# Requirement:
Repeat nothing but the lines below running from the one containing "display:flex; gap:22px; margin-inline-start:auto;" to the one containing "M887 0H995L1004 21". Keep both end lines.
━━ Data shown ━━
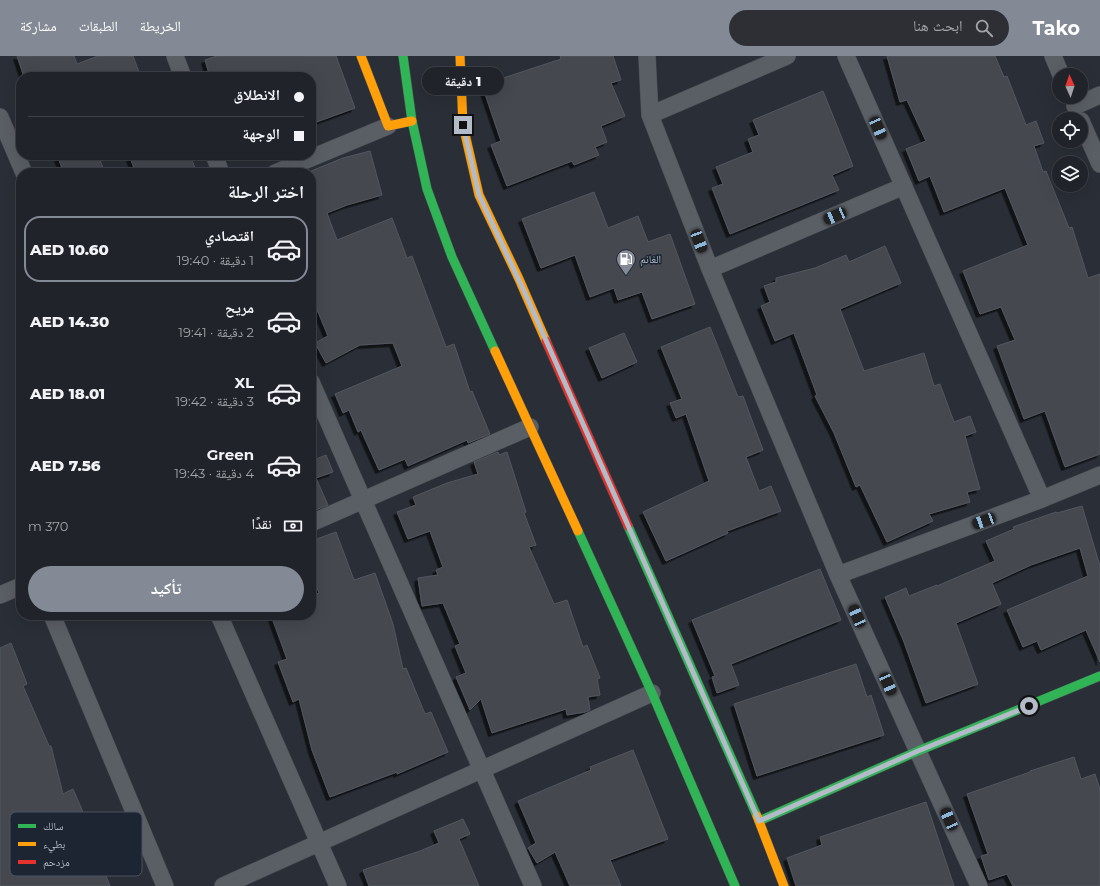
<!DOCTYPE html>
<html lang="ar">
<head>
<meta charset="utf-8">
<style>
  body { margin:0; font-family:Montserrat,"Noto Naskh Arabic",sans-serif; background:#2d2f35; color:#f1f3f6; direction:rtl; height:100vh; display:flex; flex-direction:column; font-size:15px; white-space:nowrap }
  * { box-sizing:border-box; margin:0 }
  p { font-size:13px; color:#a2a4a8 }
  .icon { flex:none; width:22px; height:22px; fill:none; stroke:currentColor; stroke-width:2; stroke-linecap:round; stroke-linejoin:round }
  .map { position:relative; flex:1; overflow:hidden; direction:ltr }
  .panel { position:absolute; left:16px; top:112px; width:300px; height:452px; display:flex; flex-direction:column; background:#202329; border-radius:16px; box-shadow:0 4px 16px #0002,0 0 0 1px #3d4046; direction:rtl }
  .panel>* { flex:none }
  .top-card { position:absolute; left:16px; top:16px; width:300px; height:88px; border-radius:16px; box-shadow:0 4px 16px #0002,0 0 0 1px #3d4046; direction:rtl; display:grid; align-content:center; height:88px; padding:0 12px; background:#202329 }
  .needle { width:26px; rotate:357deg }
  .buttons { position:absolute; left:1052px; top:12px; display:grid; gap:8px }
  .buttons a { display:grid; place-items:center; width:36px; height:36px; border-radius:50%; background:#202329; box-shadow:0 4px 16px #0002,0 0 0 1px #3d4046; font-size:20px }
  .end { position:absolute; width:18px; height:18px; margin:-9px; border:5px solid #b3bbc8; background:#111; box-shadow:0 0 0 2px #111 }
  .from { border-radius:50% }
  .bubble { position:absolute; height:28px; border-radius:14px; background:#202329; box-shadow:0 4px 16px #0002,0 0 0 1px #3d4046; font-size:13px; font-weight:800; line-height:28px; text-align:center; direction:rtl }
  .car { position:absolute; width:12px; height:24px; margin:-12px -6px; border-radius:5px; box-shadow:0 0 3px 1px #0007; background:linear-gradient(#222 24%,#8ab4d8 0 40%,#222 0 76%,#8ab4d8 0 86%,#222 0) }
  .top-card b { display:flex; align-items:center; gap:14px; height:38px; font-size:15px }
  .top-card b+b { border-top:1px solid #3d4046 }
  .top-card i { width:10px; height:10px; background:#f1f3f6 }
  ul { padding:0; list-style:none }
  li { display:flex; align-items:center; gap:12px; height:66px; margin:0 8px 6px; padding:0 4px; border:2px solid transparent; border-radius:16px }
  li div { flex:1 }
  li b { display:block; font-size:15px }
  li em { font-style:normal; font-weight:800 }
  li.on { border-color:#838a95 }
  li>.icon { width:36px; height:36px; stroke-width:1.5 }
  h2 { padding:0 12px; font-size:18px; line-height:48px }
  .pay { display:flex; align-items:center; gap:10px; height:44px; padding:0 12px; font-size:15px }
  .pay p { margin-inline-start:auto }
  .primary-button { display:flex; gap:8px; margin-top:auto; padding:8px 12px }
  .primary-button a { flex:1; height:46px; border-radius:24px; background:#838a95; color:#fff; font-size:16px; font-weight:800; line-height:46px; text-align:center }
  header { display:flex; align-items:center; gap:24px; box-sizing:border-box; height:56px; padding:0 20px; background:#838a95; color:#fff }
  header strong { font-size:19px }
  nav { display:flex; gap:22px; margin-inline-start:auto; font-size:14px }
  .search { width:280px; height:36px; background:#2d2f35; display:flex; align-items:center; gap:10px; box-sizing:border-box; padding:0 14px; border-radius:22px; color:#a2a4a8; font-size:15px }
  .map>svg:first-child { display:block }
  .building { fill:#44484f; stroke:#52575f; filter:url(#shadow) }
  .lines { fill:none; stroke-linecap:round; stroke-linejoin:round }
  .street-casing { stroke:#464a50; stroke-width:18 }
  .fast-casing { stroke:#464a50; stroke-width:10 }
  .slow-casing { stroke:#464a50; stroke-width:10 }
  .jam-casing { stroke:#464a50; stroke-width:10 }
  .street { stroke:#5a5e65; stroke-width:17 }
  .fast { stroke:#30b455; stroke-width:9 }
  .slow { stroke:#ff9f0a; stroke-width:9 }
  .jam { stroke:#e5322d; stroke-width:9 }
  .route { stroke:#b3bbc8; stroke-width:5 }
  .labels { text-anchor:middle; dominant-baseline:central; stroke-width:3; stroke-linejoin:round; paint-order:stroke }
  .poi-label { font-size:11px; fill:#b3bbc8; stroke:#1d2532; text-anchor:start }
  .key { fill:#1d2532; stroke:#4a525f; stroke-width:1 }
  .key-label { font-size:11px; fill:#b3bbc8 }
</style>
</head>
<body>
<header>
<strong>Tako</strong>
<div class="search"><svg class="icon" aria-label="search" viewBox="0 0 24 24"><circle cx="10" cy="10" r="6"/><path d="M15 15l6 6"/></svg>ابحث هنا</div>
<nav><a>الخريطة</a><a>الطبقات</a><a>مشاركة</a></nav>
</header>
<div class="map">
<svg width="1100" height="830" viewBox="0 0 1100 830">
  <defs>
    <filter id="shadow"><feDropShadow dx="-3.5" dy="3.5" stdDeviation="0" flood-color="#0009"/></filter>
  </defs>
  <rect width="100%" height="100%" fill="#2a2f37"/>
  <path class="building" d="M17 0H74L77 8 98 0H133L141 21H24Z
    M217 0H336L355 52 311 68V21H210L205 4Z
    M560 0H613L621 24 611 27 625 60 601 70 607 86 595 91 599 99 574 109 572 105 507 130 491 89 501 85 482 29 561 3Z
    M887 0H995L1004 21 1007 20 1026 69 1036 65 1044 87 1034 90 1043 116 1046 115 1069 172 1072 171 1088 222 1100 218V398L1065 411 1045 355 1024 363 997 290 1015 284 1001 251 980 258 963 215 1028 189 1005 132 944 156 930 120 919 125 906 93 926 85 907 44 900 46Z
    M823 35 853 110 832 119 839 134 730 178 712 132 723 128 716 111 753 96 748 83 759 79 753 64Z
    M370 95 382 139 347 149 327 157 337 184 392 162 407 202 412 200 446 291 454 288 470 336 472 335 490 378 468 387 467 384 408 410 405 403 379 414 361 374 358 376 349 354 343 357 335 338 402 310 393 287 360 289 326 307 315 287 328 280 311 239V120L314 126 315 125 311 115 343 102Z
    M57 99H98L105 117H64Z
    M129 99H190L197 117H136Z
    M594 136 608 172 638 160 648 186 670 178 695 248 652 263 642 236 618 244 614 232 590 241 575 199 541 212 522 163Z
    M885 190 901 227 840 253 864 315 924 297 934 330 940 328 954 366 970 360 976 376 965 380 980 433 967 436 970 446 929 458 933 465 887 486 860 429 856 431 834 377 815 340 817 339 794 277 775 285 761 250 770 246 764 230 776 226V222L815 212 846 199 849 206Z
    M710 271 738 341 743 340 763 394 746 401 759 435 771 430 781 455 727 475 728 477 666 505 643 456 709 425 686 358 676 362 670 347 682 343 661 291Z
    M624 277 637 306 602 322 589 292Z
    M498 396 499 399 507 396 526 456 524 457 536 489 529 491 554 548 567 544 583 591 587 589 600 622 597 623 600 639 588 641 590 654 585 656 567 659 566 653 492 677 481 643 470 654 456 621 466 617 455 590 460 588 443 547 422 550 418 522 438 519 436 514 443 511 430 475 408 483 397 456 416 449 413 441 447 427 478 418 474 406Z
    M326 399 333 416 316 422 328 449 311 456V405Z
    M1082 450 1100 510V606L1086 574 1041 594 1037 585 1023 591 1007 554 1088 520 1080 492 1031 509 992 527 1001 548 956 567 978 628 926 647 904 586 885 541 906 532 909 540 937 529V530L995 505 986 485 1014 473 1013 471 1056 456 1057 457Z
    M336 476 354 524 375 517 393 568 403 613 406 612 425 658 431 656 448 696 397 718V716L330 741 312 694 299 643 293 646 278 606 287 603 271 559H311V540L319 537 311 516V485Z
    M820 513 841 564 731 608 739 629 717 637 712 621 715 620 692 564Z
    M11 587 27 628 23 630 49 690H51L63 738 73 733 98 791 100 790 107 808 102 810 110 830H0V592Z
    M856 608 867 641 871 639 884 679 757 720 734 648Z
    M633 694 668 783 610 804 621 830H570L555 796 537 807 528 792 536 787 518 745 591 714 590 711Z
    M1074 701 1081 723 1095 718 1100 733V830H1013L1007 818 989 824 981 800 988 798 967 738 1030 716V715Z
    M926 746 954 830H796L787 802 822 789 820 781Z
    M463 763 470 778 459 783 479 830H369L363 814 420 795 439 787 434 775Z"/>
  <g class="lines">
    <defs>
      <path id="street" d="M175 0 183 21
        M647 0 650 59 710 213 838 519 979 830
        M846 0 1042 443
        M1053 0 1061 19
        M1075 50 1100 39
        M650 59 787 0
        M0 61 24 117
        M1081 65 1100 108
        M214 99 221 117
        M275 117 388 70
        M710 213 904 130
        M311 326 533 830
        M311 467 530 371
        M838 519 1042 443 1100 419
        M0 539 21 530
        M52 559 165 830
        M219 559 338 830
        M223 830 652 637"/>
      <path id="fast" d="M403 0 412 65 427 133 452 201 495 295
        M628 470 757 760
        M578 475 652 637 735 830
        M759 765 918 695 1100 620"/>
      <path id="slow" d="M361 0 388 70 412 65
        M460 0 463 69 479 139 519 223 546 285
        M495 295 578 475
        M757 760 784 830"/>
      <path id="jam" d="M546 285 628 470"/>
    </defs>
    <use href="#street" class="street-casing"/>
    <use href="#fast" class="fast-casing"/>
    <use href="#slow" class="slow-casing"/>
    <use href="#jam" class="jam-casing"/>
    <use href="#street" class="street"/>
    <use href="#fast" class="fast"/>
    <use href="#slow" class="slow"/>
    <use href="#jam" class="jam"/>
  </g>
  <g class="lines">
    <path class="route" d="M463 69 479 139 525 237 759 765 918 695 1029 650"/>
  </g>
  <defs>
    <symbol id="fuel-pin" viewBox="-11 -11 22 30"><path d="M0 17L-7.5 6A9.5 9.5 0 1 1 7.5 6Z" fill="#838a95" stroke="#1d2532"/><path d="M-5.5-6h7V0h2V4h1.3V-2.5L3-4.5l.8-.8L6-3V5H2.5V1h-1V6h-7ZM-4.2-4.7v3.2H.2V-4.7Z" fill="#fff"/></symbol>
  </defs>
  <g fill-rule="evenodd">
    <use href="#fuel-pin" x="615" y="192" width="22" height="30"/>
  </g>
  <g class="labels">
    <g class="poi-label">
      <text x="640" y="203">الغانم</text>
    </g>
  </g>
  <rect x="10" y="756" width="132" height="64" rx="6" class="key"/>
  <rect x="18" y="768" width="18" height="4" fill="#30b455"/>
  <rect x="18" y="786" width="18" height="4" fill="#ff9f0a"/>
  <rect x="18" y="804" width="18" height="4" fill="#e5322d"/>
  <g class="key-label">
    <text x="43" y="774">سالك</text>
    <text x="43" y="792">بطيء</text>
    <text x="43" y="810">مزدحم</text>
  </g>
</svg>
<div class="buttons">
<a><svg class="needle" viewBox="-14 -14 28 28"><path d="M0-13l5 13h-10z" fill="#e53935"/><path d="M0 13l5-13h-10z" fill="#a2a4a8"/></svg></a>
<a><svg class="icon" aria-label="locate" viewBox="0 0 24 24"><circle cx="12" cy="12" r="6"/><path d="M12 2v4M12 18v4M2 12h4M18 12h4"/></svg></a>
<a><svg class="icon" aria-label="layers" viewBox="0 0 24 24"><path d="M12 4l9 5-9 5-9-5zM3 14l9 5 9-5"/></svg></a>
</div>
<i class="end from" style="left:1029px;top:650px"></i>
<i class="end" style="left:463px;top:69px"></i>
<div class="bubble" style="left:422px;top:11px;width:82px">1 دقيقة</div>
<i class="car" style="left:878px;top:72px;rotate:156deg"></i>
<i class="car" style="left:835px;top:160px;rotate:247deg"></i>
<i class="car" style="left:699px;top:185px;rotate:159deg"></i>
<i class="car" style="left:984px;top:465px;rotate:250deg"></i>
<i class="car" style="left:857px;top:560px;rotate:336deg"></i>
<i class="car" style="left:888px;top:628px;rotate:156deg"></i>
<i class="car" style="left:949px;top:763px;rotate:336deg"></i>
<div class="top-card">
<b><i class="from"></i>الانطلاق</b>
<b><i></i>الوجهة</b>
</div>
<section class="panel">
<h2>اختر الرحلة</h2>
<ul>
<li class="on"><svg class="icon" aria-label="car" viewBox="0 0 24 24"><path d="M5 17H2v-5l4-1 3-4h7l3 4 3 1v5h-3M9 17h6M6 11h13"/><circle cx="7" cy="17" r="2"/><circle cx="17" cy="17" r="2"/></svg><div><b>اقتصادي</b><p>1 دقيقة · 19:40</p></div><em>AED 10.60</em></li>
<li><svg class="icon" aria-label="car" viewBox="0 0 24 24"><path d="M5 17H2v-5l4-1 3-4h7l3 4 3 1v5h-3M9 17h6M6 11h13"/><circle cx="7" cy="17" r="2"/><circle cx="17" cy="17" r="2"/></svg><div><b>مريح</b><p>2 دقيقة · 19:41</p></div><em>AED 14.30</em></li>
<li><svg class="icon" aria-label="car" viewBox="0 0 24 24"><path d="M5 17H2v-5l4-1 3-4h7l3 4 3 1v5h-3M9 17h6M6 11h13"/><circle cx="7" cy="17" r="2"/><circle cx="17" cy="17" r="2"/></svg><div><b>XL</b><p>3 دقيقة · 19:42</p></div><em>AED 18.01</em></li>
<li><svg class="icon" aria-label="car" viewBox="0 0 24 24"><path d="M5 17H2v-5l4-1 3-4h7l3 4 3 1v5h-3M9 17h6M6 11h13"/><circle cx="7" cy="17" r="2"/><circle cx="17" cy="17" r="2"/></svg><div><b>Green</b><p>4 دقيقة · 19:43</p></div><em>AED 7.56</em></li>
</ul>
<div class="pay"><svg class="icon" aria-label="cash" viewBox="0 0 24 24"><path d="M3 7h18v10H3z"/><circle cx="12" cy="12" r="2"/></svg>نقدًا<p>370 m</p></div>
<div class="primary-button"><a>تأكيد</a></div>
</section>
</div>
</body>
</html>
━━━
# Answer:
  nav { display:flex; gap:22px; margin-inline-start:auto; font-size:14px }
  .search { width:280px; height:36px; background:#2d2f35; display:flex; align-items:center; gap:10px; box-sizing:border-box; padding:0 14px; border-radius:22px; color:#a2a4a8; font-size:15px }
  .map>svg:first-child { display:block }
  .building { fill:#44484f; stroke:#52575f; filter:url(#shadow) }
  .lines { fill:none; stroke-linecap:round; stroke-linejoin:round }
  .street-casing { stroke:#464a50; stroke-width:18 }
  .fast-casing { stroke:#464a50; stroke-width:10 }
  .slow-casing { stroke:#464a50; stroke-width:10 }
  .jam-casing { stroke:#464a50; stroke-width:10 }
  .street { stroke:#5a5e65; stroke-width:17 }
  .fast { stroke:#30b455; stroke-width:9 }
  .slow { stroke:#ff9f0a; stroke-width:9 }
  .jam { stroke:#e5322d; stroke-width:9 }
  .route { stroke:#b3bbc8; stroke-width:5 }
  .labels { text-anchor:middle; dominant-baseline:central; stroke-width:3; stroke-linejoin:round; paint-order:stroke }
  .poi-label { font-size:11px; fill:#b3bbc8; stroke:#1d2532; text-anchor:start }
  .key { fill:#1d2532; stroke:#4a525f; stroke-width:1 }
  .key-label { font-size:11px; fill:#b3bbc8 }
</style>
</head>
<body>
<header>
<strong>Tako</strong>
<div class="search"><svg class="icon" aria-label="search" viewBox="0 0 24 24"><circle cx="10" cy="10" r="6"/><path d="M15 15l6 6"/></svg>ابحث هنا</div>
<nav><a>الخريطة</a><a>الطبقات</a><a>مشاركة</a></nav>
</header>
<div class="map">
<svg width="1100" height="830" viewBox="0 0 1100 830">
  <defs>
    <filter id="shadow"><feDropShadow dx="-3.5" dy="3.5" stdDeviation="0" flood-color="#0009"/></filter>
  </defs>
  <rect width="100%" height="100%" fill="#2a2f37"/>
  <path class="building" d="M17 0H74L77 8 98 0H133L141 21H24Z
    M217 0H336L355 52 311 68V21H210L205 4Z
    M560 0H613L621 24 611 27 625 60 601 70 607 86 595 91 599 99 574 109 572 105 507 130 491 89 501 85 482 29 561 3Z
    M887 0H995L1004 21 1007 20 1026 69 1036 65 1044 87 1034 90 1043 116 1046 115 1069 172 1072 171 1088 222 1100 218V398L1065 411 1045 355 1024 363 997 290 1015 284 1001 251 980 258 963 215 1028 189 1005 132 944 156 930 120 919 125 906 93 926 85 907 44 900 46Z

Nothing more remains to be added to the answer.